Despite their rather sparse release calendar, this year was probably the most active Dark Horse has been in a while. In addition to their ongoing CLAMP releases and rescuing Planetes, they also put out a few new titles as well. We already covered the most high profile one, I Am A Hero, but for my money this one was even better.
WANDERING ISLAND (Bokuen Erekitetou), by Kenji Tsuruta. First published in 2010 and first published in North America in 2016.
Mikura Amelia is a free spirit who spends her days helping her grandfather with his delivery service, flying back and forth amongst some of Japan's most distant islands. After her grandfather dies, Mikura discovers his journals. Within them is information on Electric Island, a floating island that's known amongst the old folks but only as a legend. After a chance encounter, Mikura makes her grandfather's quest her own. She'll use all the knowledge and skills she has at hand to discover Electric Island or die trying.
It's not common that we get an old-fashioned adventure in manga form. Sure, there are plenty of manga based around quests and boss battles, but I'm talking about the sort of real-world daring-do adventure that most people haven't seen since the heyday of the Indiana Jones franchise. Wandering Island feels like a throwback to these sorts of stories, but its heroine helps keep it down to earth even when she is in the air.
It's Mikasa's emotional journey that gives this story its heart. Her grief for her late grandfather clearly has affected her to the core, no matter how much she tries to play things cool. The big reason she starts this quest for Electric Island is because it's one of the few tangible things left to her by her grandfather. By hunting down clues and talking to all of his old friends, she can connect to something of his that's tangible (at least in her mind). She loses herself so much in that search, that need to connect to SOMETHING that she neglects everything else around her: her friends, her job, even her utility payments. But in true dramatic fashion, it's only when she hits her lowest point that she makes a breakthrough in both her search for the island and her state of mind. It's a really satisfying emotional arc. Hell, it would work just find as a stand-alone book.
All of this is going on over a backdrop that feels almost removed from time. Mikasa and company live on the Izu and Ogasawara islands, a tiny and far-flung chain of islands stretching out into the vast Pacific. This means that aside from the odd laptop and cell phones, Mikasa and her fellow islanders live a lifestyle that isn't all that far removed from her grandfather's prime. To most folk this is going to feel as exotic as any historical piece, but that old-fashioned quality also just works with a world full of old islanders, old biplanes, and floating islands. It's not the most action-packed one; Mikasa spends more time floating out in the ocean and pouring over maps than she does flying planes. It's still a really compelling and timeless one, though, and that's what makes it feel so unique in today's world of manga.

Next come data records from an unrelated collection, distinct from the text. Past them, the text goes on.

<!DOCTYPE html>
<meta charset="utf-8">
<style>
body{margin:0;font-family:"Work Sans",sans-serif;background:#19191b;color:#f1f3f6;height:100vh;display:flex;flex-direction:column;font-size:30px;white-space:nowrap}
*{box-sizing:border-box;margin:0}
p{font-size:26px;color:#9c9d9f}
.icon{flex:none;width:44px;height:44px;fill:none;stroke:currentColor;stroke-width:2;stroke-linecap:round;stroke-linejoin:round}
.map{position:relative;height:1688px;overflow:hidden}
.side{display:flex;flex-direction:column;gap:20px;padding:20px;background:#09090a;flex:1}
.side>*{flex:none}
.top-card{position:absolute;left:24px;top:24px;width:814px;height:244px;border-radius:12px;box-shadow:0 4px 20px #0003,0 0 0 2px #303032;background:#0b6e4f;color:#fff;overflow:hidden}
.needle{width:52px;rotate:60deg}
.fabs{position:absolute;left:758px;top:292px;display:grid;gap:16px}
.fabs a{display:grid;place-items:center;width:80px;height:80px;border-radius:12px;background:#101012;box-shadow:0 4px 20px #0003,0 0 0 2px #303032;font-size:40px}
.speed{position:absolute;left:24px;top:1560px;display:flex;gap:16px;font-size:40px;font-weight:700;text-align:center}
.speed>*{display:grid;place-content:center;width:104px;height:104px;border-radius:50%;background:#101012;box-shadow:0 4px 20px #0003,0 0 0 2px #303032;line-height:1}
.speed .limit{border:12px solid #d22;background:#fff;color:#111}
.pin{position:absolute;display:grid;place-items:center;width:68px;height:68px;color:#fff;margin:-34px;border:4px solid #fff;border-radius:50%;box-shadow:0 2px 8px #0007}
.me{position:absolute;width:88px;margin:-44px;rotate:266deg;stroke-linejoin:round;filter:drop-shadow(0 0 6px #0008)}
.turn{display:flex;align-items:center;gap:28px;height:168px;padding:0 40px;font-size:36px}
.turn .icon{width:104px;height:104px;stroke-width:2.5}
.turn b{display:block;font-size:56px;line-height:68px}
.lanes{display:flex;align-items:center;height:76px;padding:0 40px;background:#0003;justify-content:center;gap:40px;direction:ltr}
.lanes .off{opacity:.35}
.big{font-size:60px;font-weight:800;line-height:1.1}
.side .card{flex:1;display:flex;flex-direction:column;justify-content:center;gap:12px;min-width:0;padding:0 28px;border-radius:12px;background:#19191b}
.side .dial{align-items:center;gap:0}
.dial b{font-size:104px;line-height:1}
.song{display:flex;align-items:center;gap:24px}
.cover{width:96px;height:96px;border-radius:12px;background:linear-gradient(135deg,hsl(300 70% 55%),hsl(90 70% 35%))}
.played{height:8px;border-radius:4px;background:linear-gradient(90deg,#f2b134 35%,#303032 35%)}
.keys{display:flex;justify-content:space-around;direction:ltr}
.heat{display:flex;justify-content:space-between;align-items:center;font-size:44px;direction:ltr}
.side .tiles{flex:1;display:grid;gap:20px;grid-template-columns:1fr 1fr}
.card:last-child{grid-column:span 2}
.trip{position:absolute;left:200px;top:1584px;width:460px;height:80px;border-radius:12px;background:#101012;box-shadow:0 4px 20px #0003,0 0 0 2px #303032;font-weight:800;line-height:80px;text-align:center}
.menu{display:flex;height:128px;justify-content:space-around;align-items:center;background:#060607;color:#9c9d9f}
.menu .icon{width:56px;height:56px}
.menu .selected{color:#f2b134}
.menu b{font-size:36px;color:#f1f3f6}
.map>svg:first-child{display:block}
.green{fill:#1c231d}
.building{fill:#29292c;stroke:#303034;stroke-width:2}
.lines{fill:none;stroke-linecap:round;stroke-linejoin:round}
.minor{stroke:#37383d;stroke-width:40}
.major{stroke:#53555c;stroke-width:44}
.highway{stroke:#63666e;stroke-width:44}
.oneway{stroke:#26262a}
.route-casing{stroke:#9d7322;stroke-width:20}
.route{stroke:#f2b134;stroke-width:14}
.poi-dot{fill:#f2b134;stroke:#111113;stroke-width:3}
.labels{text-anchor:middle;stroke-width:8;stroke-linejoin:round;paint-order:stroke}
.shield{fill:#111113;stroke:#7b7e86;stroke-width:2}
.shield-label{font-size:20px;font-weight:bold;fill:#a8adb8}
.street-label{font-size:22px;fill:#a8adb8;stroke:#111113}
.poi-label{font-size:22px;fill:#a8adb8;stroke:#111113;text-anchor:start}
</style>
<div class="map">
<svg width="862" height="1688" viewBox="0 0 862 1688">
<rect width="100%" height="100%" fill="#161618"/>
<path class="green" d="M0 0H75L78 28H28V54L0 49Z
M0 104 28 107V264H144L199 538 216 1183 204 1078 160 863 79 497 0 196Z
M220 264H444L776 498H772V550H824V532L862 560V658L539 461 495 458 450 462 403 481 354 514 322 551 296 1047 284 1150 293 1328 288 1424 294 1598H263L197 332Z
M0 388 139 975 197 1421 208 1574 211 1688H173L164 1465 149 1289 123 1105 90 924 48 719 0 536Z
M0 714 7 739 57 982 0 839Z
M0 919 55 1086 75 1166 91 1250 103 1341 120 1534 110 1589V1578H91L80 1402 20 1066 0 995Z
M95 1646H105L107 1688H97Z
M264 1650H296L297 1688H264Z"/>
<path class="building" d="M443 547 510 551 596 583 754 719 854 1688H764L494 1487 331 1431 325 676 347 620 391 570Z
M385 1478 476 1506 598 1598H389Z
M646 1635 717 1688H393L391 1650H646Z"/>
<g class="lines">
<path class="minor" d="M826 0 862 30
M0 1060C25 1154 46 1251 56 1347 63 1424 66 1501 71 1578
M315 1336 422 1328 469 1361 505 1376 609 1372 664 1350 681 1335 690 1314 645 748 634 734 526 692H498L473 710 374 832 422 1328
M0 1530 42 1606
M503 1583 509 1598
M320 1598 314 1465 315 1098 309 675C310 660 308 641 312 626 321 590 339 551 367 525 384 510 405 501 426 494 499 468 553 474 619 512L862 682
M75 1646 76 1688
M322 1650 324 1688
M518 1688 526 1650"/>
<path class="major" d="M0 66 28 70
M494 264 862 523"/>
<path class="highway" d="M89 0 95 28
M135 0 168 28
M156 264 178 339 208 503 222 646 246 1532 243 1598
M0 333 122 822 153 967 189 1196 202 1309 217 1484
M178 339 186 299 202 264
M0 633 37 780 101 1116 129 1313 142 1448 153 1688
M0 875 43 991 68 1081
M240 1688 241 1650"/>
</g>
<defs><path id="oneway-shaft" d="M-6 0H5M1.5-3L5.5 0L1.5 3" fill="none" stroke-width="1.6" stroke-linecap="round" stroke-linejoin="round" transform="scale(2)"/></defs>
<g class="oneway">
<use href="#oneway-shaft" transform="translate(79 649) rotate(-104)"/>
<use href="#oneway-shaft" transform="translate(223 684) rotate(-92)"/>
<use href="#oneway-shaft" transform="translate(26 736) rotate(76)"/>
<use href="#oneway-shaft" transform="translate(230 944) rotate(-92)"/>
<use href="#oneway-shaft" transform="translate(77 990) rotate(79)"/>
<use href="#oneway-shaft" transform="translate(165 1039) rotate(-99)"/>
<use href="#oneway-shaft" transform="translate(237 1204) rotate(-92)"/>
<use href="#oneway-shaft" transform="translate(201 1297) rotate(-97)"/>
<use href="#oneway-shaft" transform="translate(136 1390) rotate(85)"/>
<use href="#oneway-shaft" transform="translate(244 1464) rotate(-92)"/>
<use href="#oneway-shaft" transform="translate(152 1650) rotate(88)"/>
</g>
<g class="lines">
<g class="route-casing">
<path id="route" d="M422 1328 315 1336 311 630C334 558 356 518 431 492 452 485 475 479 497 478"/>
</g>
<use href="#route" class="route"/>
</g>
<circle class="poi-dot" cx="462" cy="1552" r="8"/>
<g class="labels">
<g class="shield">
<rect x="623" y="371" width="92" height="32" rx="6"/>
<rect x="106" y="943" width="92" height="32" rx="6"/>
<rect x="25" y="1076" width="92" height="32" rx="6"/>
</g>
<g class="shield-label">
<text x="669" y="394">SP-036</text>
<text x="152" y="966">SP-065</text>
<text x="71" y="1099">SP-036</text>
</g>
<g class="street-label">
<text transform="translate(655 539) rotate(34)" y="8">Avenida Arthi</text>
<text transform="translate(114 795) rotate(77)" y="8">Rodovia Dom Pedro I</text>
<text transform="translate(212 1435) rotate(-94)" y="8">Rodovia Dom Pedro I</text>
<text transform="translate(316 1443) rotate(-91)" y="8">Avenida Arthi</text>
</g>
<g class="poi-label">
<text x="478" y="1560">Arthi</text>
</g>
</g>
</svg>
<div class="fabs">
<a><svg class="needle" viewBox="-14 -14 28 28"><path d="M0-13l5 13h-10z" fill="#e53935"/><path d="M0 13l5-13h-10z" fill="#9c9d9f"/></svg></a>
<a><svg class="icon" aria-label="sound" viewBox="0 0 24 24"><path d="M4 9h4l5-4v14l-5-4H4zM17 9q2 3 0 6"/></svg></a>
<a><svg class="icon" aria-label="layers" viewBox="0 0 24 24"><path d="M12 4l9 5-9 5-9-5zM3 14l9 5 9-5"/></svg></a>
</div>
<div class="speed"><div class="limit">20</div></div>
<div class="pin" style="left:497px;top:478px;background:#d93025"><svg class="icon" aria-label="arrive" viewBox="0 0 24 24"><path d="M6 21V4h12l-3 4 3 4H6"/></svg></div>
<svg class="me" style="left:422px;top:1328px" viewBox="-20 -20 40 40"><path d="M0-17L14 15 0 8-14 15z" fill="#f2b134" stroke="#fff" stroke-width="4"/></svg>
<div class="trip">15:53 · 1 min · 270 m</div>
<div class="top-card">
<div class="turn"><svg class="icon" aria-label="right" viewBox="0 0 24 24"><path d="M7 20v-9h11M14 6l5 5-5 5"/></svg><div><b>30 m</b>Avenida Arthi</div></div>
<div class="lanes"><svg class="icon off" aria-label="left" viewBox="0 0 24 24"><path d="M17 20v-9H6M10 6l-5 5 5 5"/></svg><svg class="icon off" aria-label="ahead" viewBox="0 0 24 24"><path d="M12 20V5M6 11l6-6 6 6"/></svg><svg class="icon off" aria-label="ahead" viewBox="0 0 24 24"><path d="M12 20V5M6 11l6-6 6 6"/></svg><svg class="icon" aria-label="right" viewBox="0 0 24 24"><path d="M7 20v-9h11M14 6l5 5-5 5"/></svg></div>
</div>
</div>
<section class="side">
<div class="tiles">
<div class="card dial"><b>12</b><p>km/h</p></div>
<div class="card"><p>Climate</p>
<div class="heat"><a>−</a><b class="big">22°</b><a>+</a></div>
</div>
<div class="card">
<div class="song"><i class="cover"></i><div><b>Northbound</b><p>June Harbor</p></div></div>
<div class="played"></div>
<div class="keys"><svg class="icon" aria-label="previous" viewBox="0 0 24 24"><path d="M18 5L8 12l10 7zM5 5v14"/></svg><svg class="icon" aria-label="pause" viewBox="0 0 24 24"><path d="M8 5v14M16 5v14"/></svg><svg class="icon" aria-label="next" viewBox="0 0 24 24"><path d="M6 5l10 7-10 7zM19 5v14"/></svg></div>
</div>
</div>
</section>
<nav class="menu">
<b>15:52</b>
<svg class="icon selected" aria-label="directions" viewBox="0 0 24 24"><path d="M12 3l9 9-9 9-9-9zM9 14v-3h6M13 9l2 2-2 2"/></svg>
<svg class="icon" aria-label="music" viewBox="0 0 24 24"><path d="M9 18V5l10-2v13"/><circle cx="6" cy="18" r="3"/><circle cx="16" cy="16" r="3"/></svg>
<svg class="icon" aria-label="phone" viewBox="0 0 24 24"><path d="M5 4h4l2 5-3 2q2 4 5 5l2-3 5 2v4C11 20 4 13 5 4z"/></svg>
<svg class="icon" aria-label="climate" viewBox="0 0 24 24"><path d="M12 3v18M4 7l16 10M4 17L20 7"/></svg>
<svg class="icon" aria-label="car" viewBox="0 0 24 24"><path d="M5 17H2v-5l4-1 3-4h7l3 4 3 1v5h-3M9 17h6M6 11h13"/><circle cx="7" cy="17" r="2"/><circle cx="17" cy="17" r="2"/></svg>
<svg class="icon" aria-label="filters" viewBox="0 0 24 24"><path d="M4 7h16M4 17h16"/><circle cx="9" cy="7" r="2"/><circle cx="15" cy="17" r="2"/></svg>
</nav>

Kenji Tsutura isn't a well-known mangaka. He's only ever had one other work published in English, most of his work over the last few years was illustrating actual literary novels. The closest he's gotten to the mainstream is doing character designs for Magical Shopping Arcade Abenobashi. Truth be told, though, that's a real shame. His pages are full of characters that look like dashed-off life sketches contrasted with these lovingly drawn backgrounds full of everyday clutter and detail. They are very clear drawn from reference, but frankly I couldn't care less when the end result is so stunning. He also keeps his frame mostly on Mikasa and her reactions, so she never gets lost in all that detail. The only time he lets things open up is when Mikasa takes to the skies. There he likes to zoom out far, to let Mikasa's plane be dwarfed by the vastness of the air and the ocean around her.
In comparison, the characters are kind of gawky with these mildly goofy looking faces, but he's so good at capturing restless movement and body language with linework that's just rough enough to resemble a first sketch. I do wish he wasn't so obsessed with finding times and places to draw Mikasa in bikini tops or stripped to her underwear. He doesn't leer at her in the same way that a lot of sleezy manga leer at their female characters, but it does feel rather gratuitous after a while. You see a similar contrast in the way he draws the flying scenes. You have these beautifully rendered planes set against seas of rough brushmarks or skies made of pale washes of ink. It even carries over to the color pages. While they're done in lovely watercolors, Tsutura's coloring is looser than someone like Yoshikazu Yasuhiko. His color sometimes bleed outside the lines and the seas are almost impressionistic. It's a very casual approach, but then that's ultimately a very fitting one for the story in question.
There's an essay afterwords from good ol' Carl Horn, a man who's no stranger to filling his essays and translation notes with all sorts of trivia. Here he covers a brief history of the islands where the story is set, some of the planes featured, the island's uniquely Western-influenced background, and a bit about Tsutura himself.
Wandering Island is ostensibly about the journey to find a mythical island, but it's the emotional journey that Mikasa takes that make it one-of-a-kind. When you add that to Tsutura's intriguing and singular art, you get a manga that deserves a lot of praise and a LOT more eyes on it.
This series is published by Dark Horse. This series is ongoing in Japan with 1 volume available. It is currently in print.